Source material:

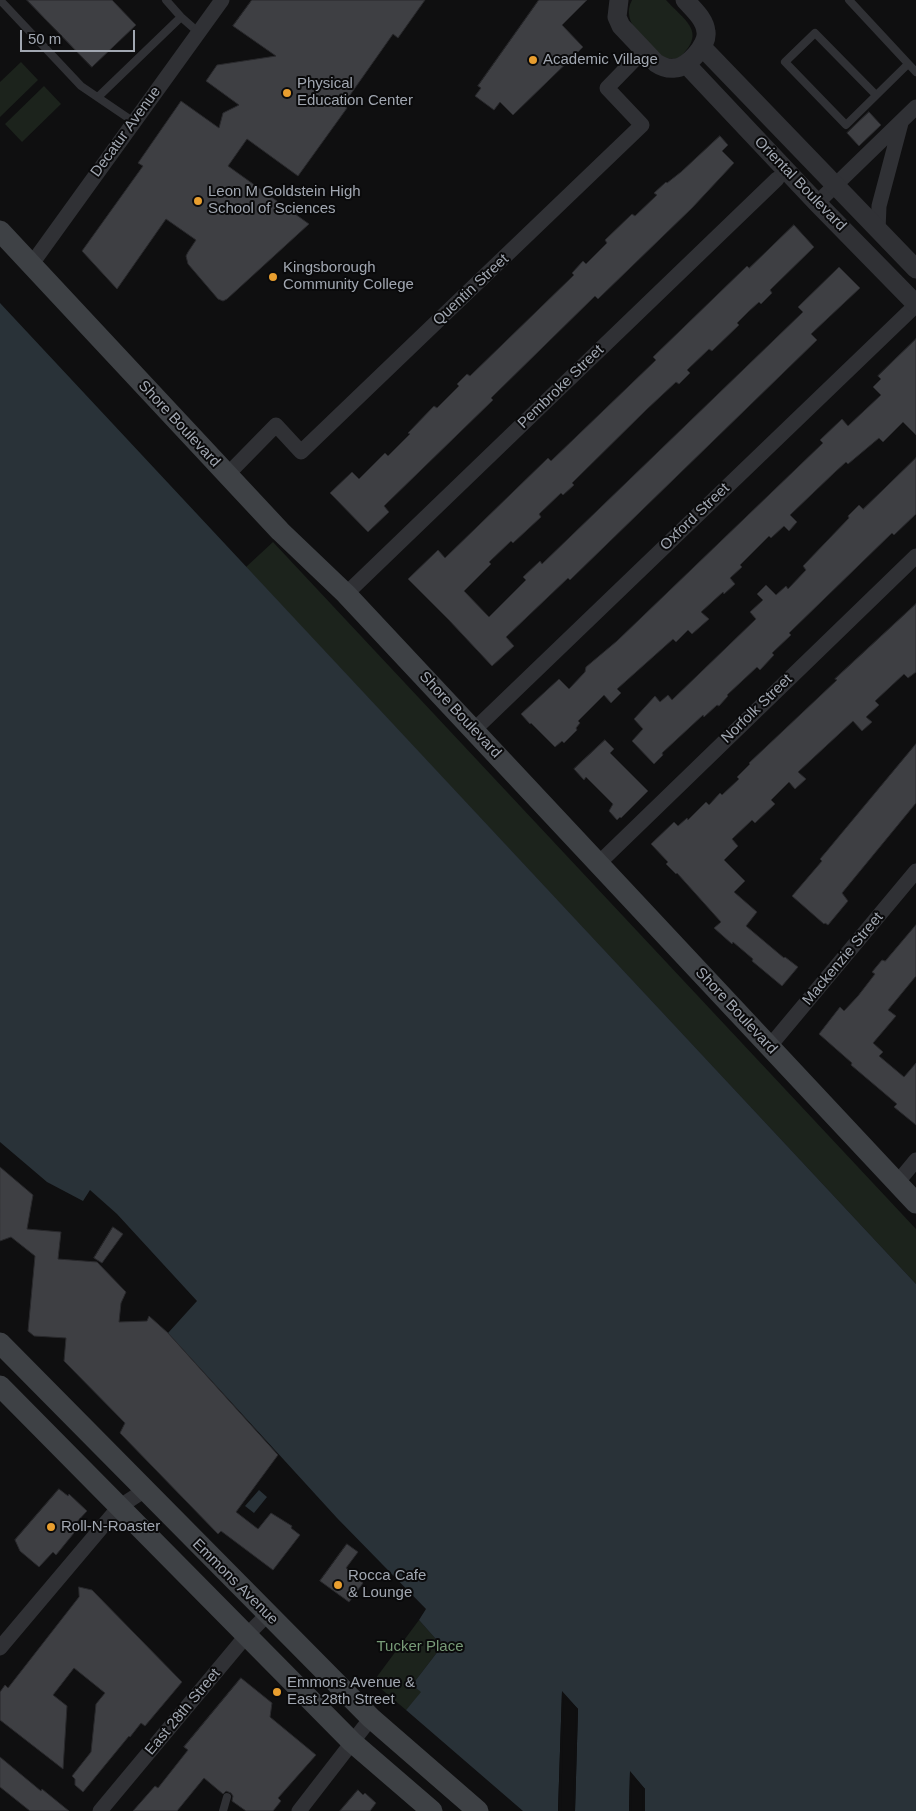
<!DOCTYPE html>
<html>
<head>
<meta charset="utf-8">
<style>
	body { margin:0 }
	#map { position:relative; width:916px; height:1811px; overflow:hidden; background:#0f0f10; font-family:Helvetica,sans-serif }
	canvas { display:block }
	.scale { position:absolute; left:20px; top:30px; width:115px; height:22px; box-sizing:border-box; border:2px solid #a1a7b1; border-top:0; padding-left:6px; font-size:15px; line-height:18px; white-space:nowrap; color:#a1a7b1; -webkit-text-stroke:4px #0a0a0b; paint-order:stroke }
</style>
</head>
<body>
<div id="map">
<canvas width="916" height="1811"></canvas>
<div class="scale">50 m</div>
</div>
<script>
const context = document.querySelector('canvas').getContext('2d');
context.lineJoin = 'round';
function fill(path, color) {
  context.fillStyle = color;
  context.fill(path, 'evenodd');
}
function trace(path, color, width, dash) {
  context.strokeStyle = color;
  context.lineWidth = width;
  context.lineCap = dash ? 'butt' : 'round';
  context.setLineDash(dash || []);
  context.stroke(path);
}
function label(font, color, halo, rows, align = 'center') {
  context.font = font + ' Helvetica,sans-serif';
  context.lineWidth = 4;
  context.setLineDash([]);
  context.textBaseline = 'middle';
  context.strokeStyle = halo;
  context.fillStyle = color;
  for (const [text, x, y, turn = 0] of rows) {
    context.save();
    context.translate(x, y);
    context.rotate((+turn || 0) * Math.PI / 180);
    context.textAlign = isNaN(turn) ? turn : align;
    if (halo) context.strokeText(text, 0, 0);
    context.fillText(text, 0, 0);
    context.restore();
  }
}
const green = new Path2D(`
	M632 0H666C686 22 708 32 678 59L664 58C649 43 619 24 632 0Z
	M21 62 38 80 0 117V82Z
	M44 86 61 104 22 142 5 124Z
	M273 542 916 1229V1284L246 567Z
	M419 1620 442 1646 412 1685 422 1692 406 1710 373 1682Z`);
const water = new Path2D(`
	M0 303 916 1284V1811H645V1789L630 1772 629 1811H575L578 1709 562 1692 558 1811H523L406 1710 421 1692 412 1685 442 1646 419 1620 426 1609 337 1518 168 1333 197 1301 117 1214 90 1190 83 1201 47 1182 0 1142Z
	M259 1490 267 1497 254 1513 245 1506Z`);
const pier = new Path2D(`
	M562 1691 578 1709 575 1811H573L576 1709 564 1697 561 1811H558Z
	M630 1771 645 1789V1811H642L643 1790 632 1777 631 1811H629Z`);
const building = new Path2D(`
	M27 0H112L136 25 92 67Z
	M252 0H425L398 38 393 34 343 105 347 108 298 176 247 139 228 166 309 224 227 299 223 301 218 299 188 264 186 256 188 252 196 240 166 219 117 289 82 251 143 166 138 163 181 101 219 128 223 113 239 105 206 81 217 65 276 56 233 26Z
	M539 0H587L562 25 583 47 513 115 500 102 494 110 475 96 481 88 478 86Z
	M869 112 881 125 859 146 847 133Z
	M720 136 728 145 722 151 734 163 692 208 598 299 595 296 491 398 493 400 384 506 389 512 368 532 330 493 352 472 359 479 385 453 388 456 410 434 408 433 434 406 437 408 459 386 457 384 467 374 470 376 574 275 572 273 583 261 586 264 607 243 605 240 632 214 635 216 657 195 654 193 666 182 667 183 681 172Z
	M794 225 814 247 770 290 772 293 761 304 759 302 748 312 737 323 739 325 712 351 709 349 687 370 690 373 679 384 676 382 646 410 572 483 574 485 563 495 561 493 539 514 541 517 513 543 511 541 489 562 491 564 464 591 489 617 526 580 523 577 540 561 542 564 803 312 798 307 839 267 860 288 811 334 817 340 570 580 568 578 506 637 514 646 492 666 448 619 408 579 438 550 445 558 548 458 551 461 656 360 653 357 747 266 749 268Z
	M916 339V435L903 422 883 442 879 438 848 464 846 462 835 472 790 515 797 522 789 531 784 526 771 538 769 536 740 565 742 567 730 578 735 584 724 594 723 592 701 612 709 619 692 634 688 630 676 642 673 639 617 689 621 693 611 703 604 695 578 721 580 723 576 728 577 730 564 743 562 741 555 747 531 723 530 724 521 714 559 679 569 689 585 672 586 667 617 641 823 443 820 440 842 419 848 426 881 395 873 387 881 379 878 376Z
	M916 458V514L894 535 892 533 789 633 791 635 772 653 774 655 760 670 757 667 727 695 728 696 719 706 717 705 704 717 703 715 662 753 663 755 654 764 632 741 643 729 634 719 655 696 660 702 668 695 672 700 756 619 750 612 763 600 757 594 766 585 776 595 786 586 788 589 806 570 803 566 849 518 848 516 859 505 863 509Z
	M916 604V672L908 678 904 674 875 701 879 705 866 717 872 722 862 731 853 721 798 772 806 779 795 789 789 782 771 800 775 804 755 823 752 820 732 839 738 846 724 860 745 881 734 892 757 912 746 926 784 958 785 957 798 967 782 986 752 961 753 959 733 942 732 944 714 928 721 922 677 873 676 874 666 864 668 862 651 844 674 822 678 826 687 818 688 820 706 802 709 805 720 793 722 795 739 779 737 777 750 764 749 763 837 680 835 679Z
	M605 740 614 749 610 753 648 791 621 818 620 817 617 820 609 811 613 804 586 777 584 780 574 769Z
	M916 744V803L842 893 848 901 828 925 825 923 824 924 792 896 822 861 820 859 826 852Z
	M916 925V976L888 1010 896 1016 873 1043 883 1052 879 1056 904 1077 916 1063V1125L894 1107 897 1104 851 1065 852 1063 819 1034 840 1007 844 1011 858 996 875 974 872 972 882 960 885 961Z
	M0 1167 33 1195 27 1229 61 1232 58 1259 97 1262 126 1292 121 1303 119 1322 147 1321 149 1316 168 1333 278 1455 236 1512 258 1529 271 1513 292 1526 291 1528 300 1535 273 1570 221 1531 218 1534 120 1433 125 1423 64 1361 66 1338 34 1336 28 1331 35 1256 11 1237 0 1241Z
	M113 1227 123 1234 102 1263 94 1258Z
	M59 1489 68 1496 69 1494 87 1511 74 1525 78 1528 56 1555 53 1552 39 1567 20 1551 15 1540Z
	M347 1544 358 1552 346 1568 349 1570 348 1572 363 1583 349 1602 320 1581Z
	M79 1587 92 1590 182 1682 145 1726 141 1723 130 1737 129 1736 83 1792 75 1785V1779L72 1776 91 1752 96 1704 105 1693 74 1668 53 1695 67 1706 63 1769 0 1720V1692L5 1685 8 1688 79 1597Z
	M241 1678 272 1703 270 1717 316 1755 278 1798 281 1801 273 1811H246L232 1801 233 1796 231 1793 226 1791 223 1794 204 1778 177 1811H133L155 1786 158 1788 188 1750 184 1747Z
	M0 1757 41 1791 42 1789 69 1811H30L0 1787Z
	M358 1790 363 1795 365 1793 376 1803 370 1811H340Z`);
const service = new Path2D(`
	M0 0 81 86 134 122
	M166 0 181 17 198 32
	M849 0 916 72
	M876 95 815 33 785 62 846 125 908 64
	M98 97 181 17
	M223 1811 227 1797`);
const minor = new Path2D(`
	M817 203 916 107
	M878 230 879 206 901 123
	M31 265 222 0
	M227 475 276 425 301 452 642 125 607 88 644 50
	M346 594 777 179
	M474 730 916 305
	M599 863 916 556
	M769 1047 916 871
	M897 1183 916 1160
	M0 1648 119 1507 145 1490
	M100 1811 246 1636 267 1615
	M299 1811 371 1718`);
const tertiary = new Path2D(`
	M619 0 617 17 621 26 656 63C662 67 668 69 675 68 687 68 708 45 706 32 705 19 693 9 685 0
	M702 47 916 269
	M686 64 817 203 916 304`);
const secondary = new Path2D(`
	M0 231 280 531 346 594 916 1203
	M0 1343 371 1718 478 1811
	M0 1386 352 1742 432 1811`);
const markers = [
	[533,60,5,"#e89e2f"],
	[287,93,5,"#e89e2f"],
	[198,201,5,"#e89e2f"],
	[273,277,5,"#e89e2f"],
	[51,1527,5,"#e89e2f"],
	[338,1585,5,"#e89e2f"],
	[277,1692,5,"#e89e2f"]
];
const poiNames = [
	["Academic Village",543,60],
	["Physical",297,84],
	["Education Center",297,101],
	["Leon M Goldstein High",208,192],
	["School of Sciences",208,209],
	["Kingsborough",283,268],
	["Community College",283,285],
	["Roll-N-Roaster",61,1527],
	["Rocca Cafe",348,1576],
	["& Lounge",348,1593],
	["Emmons Avenue &",287,1683],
	["East 28th Street",287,1700]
];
const streetNames = [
	["Decatur Avenue",126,132,-54],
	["Oriental Boulevard",800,184,46],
	["Quentin Street",471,290,-43],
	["Pembroke Street",561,387,-44],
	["Shore Boulevard",179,424,47],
	["Oxford Street",695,517,-44],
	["Norfolk Street",757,709,-44],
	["Shore Boulevard",460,715,47],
	["Mackenzie Street",843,959,-50],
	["Shore Boulevard",736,1011,47],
	["Emmons Avenue",235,1582,45],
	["East 28th Street",183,1712,-50]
];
const parkNames = [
	["Tucker Place",420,1647]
];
fill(green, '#1c231c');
fill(water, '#293238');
fill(pier, '#0f0f10');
fill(building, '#3e3f43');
trace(building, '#29292c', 1);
trace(service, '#303135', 8);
trace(minor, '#303135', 15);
trace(tertiary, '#303135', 19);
trace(secondary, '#3e4145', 21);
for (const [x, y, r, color] of markers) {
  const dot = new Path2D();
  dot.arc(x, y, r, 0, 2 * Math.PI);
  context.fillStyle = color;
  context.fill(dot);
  trace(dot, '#0a0a0b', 2);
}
label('15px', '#a1a7b1', '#0a0a0b', poiNames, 'left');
label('15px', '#a1a7b1', '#0a0a0b', streetNames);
label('15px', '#789b78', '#0a0a0b', parkNames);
</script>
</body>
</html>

Your instructions: Repeat the records above exactly, from the first line through the line containing "M0 303 916 1284V1811H645V1789L630", and leave out the pictures.

Finished exercise:
<!DOCTYPE html>
<html>
<head>
<meta charset="utf-8">
<style>
	body { margin:0 }
	#map { position:relative; width:916px; height:1811px; overflow:hidden; background:#0f0f10; font-family:Helvetica,sans-serif }
	canvas { display:block }
	.scale { position:absolute; left:20px; top:30px; width:115px; height:22px; box-sizing:border-box; border:2px solid #a1a7b1; border-top:0; padding-left:6px; font-size:15px; line-height:18px; white-space:nowrap; color:#a1a7b1; -webkit-text-stroke:4px #0a0a0b; paint-order:stroke }
</style>
</head>
<body>
<div id="map">
<canvas width="916" height="1811"></canvas>
<div class="scale">50 m</div>
</div>
<script>
const context = document.querySelector('canvas').getContext('2d');
context.lineJoin = 'round';
function fill(path, color) {
  context.fillStyle = color;
  context.fill(path, 'evenodd');
}
function trace(path, color, width, dash) {
  context.strokeStyle = color;
  context.lineWidth = width;
  context.lineCap = dash ? 'butt' : 'round';
  context.setLineDash(dash || []);
  context.stroke(path);
}
function label(font, color, halo, rows, align = 'center') {
  context.font = font + ' Helvetica,sans-serif';
  context.lineWidth = 4;
  context.setLineDash([]);
  context.textBaseline = 'middle';
  context.strokeStyle = halo;
  context.fillStyle = color;
  for (const [text, x, y, turn = 0] of rows) {
    context.save();
    context.translate(x, y);
    context.rotate((+turn || 0) * Math.PI / 180);
    context.textAlign = isNaN(turn) ? turn : align;
    if (halo) context.strokeText(text, 0, 0);
    context.fillText(text, 0, 0);
    context.restore();
  }
}
const green = new Path2D(`
	M632 0H666C686 22 708 32 678 59L664 58C649 43 619 24 632 0Z
	M21 62 38 80 0 117V82Z
	M44 86 61 104 22 142 5 124Z
	M273 542 916 1229V1284L246 567Z
	M419 1620 442 1646 412 1685 422 1692 406 1710 373 1682Z`);
const water = new Path2D(`
	M0 303 916 1284V1811H645V1789L630 1772 629 1811H575L578 1709 562 1692 558 1811H523L406 1710 421 1692 412 1685 442 1646 419 1620 426 1609 337 1518 168 1333 197 1301 117 1214 90 1190 83 1201 47 1182 0 1142Z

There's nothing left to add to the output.